TASK INSTRUCTIONS -> This task calls for copying every line of the records that includes the word "river".

Collected data ->
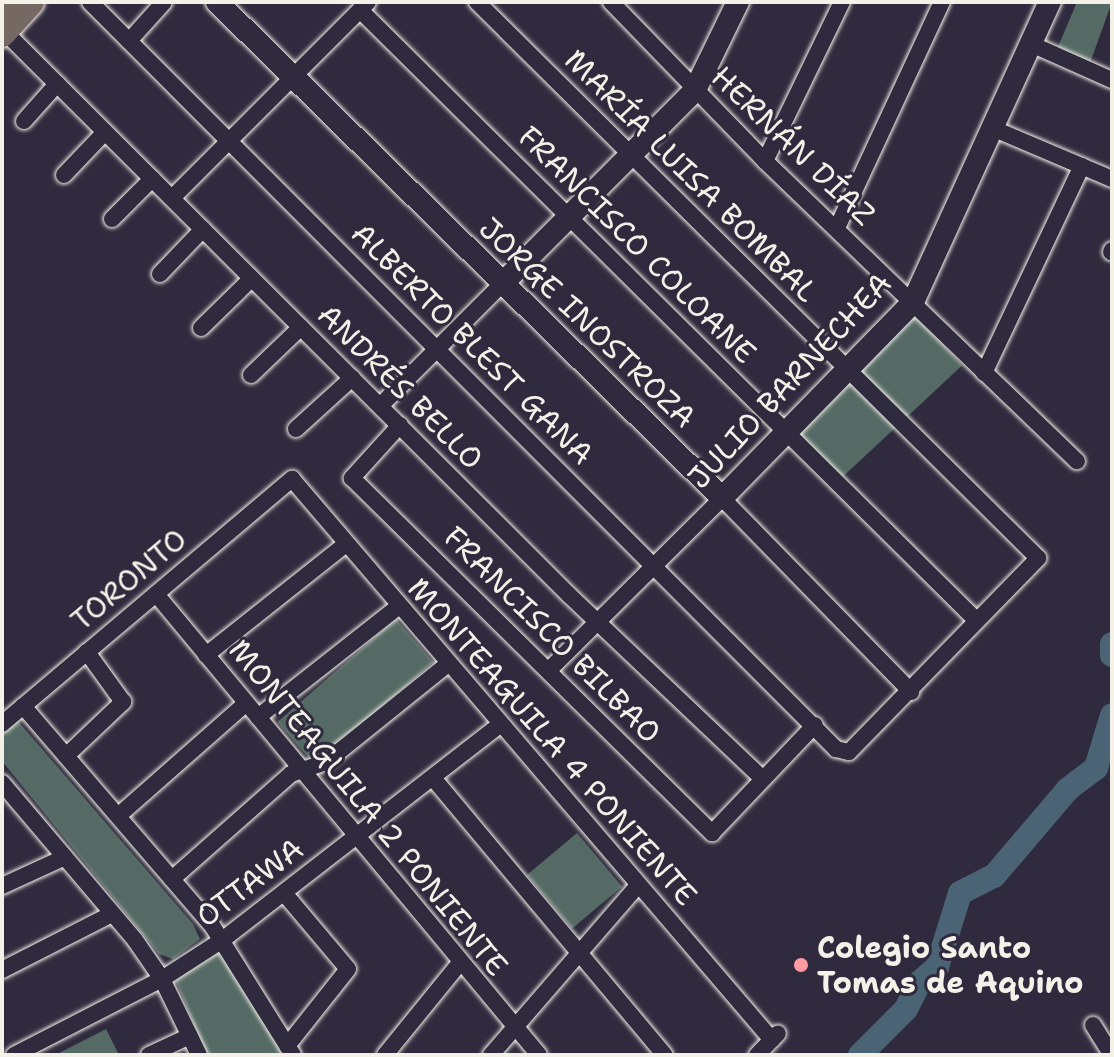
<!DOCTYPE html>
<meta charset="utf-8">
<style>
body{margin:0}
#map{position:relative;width:1114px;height:1057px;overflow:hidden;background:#2f2a3d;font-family:"Shantell Sans",sans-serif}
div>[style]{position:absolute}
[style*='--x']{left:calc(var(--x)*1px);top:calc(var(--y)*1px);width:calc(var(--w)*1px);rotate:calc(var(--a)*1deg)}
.green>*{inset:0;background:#556a65;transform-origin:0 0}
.river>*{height:24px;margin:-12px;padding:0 12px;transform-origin:12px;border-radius:12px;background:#4b6475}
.roads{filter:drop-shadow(0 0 2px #f4f1e8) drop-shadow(0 0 2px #f4f1e8)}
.street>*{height:16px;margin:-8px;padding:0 8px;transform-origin:8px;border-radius:8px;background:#2f2a3d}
.secondary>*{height:22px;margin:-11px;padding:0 11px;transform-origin:11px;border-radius:11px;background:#2f2a3d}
.primary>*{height:26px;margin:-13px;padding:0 13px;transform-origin:13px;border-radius:13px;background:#766964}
.dots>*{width:22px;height:22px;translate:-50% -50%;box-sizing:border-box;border:4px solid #2f2a3d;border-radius:50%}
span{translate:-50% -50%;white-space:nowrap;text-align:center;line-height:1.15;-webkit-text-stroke:6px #2f2a3d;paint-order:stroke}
.street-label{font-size:30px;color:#f4f1e8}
.poi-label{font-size:30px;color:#f4f1e8;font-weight:700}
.left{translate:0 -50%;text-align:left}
.frame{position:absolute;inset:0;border:4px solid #f4f1e8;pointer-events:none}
</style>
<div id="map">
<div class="green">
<div style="clip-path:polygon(1077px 2px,1112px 2px,1090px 63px,1057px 49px)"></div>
<div style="left:915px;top:315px;width:69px;height:165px;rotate:47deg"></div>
<div style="left:396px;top:619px;width:57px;height:157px;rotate:49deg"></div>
<div style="clip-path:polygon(17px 720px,193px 924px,200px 939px,173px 959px,159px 954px,2px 761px,2px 732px)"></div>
<div style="left:577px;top:833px;width:70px;height:65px;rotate:50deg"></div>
<div style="clip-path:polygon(215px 953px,221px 955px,284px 1055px,207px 1055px,175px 979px)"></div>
<div style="clip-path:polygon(106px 1029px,119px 1055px,55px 1055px)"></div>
</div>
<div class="river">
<div style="--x:1112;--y:644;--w:11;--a:90"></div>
<div style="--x:860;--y:1055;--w:65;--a:-45"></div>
<div style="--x:906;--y:1009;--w:30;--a:-63"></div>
<div style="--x:920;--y:982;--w:23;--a:-41"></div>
<div style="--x:937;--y:967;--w:77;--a:-72.7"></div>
<div style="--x:960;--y:893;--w:38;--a:-27"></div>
<div style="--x:994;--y:876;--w:114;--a:-49.6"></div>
<div style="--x:1068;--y:789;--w:35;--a:-37"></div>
<div style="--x:1096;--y:768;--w:55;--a:-73.2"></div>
</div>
<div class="roads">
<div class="street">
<div style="--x:90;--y:2;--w:1056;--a:45.04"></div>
<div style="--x:836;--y:749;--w:13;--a:13"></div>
<div style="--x:849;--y:752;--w:271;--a:-45.7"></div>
<div style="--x:1038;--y:558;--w:790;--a:-135.26"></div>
<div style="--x:611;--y:2;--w:221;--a:45.9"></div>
<div style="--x:765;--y:161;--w:433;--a:43.9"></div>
<div style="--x:360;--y:10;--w:867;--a:44.72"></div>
<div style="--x:2;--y:29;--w:801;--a:44.95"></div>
<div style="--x:569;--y:595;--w:267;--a:43.5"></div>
<div style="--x:129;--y:41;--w:52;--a:-48.1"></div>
<div style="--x:1031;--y:44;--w:89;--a:24"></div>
<div style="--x:24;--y:121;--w:50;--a:-48.3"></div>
<div style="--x:992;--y:128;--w:130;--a:23"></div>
<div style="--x:765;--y:161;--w:177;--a:-64.2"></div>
<div style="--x:64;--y:175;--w:59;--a:-46.4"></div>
<div style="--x:172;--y:198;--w:277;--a:-45"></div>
<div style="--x:112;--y:219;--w:57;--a:-45"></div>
<div style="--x:837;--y:228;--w:249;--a:-65.1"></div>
<div style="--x:1111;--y:252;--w:2;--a:-63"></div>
<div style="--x:160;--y:274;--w:62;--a:-46.3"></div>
<div style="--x:201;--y:328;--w:71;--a:-44.4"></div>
<div style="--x:984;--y:373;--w:229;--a:-64.7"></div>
<div style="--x:251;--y:375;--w:69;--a:-43.8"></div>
<div style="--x:380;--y:406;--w:174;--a:-45"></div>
<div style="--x:400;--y:425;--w:72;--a:132.2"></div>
<div style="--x:352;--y:478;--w:506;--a:44.6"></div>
<div style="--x:712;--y:833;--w:149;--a:-46.4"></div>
<div style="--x:296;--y:429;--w:76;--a:-42.3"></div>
<div style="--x:156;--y:594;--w:599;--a:50.28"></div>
<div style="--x:206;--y:655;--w:179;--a:-38.4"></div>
<div style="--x:549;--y:670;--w:244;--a:-44.8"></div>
<div style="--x:722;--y:498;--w:271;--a:45.7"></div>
<div style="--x:23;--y:706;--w:291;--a:49.3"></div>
<div style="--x:213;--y:927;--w:151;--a:58"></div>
<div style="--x:258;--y:717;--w:179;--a:-38.2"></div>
<div style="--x:2;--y:724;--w:380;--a:-40.2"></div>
<div style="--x:292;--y:479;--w:738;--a:49.45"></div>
<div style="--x:66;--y:756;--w:79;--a:-43.5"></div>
<div style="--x:123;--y:702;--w:62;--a:-125.8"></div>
<div style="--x:433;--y:778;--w:361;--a:50.1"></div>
<div style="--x:2;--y:783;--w:206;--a:49.7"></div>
<div style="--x:135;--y:940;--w:47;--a:55.3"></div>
<div style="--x:162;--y:979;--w:85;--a:64"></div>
<div style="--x:118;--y:816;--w:171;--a:-41.4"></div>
<div style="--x:172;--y:879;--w:159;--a:-41.4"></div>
<div style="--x:291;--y:774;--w:37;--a:-19"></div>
<div style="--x:326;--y:762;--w:156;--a:-38.8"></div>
<div style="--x:2;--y:886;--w:69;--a:-24.7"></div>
<div style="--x:284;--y:893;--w:99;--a:49.9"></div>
<div style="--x:348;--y:969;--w:98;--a:128.4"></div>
<div style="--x:2;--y:970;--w:123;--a:-27"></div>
<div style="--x:1093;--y:1025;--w:36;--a:58"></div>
<div style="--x:14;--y:1055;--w:166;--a:-27.2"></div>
<div style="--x:162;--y:979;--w:70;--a:-32.8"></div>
<div style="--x:221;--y:941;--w:352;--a:-37.8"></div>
<div style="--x:149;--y:1055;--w:45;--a:-24.9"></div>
<div style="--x:385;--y:1055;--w:117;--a:-50.9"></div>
<div style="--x:491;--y:1055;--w:225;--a:-49.1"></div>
<div style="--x:757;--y:1055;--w:30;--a:-46"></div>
</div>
<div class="secondary">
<div style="--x:217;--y:2;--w:708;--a:44.48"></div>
<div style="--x:722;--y:498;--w:274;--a:-45.7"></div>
<div style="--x:913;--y:302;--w:330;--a:-65.5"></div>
<div style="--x:503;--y:283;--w:272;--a:-45.1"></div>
<div style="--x:695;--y:90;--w:98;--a:-64"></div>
</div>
<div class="primary">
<div style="--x:2;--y:7;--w:6;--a:-51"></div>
<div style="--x:2;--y:34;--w:43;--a:-47.8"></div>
</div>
</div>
<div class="dots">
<div style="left:801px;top:965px;background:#ff9aa2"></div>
</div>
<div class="street-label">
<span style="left:793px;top:146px;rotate:44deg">HERNÁN DÍAZ</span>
<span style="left:691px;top:176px;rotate:45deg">MARÍA LUISA BOMBAL</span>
<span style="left:637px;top:245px;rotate:45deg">FRANCISCO COLOANE</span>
<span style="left:587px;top:323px;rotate:44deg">JORGE INOSTROZA</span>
<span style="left:472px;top:344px;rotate:45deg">ALBERTO BLEST GANA</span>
<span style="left:790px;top:381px;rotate:-47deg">JULIO BARNECHEA</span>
<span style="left:400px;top:387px;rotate:45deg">ANDRÉS BELLO</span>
<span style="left:129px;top:580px;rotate:-40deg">TORONTO</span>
<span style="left:552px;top:635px;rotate:45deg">FRANCISCO BILBAO</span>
<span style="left:552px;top:742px;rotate:49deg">MONTEAGUILA 4 PONIENTE</span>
<span style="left:368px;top:808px;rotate:51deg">MONTEAGUILA 2 PONIENTE</span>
<span style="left:250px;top:883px;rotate:-37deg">OTTAWA</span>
</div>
<div class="poi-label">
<span class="left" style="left:817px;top:965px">Colegio Santo<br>Tomas de Aquino</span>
</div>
<div class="frame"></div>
</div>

SOLUTION TO THIS EXERCISE ->
.river>*{height:24px;margin:-12px;padding:0 12px;transform-origin:12px;border-radius:12px;background:#4b6475}
<div class="river">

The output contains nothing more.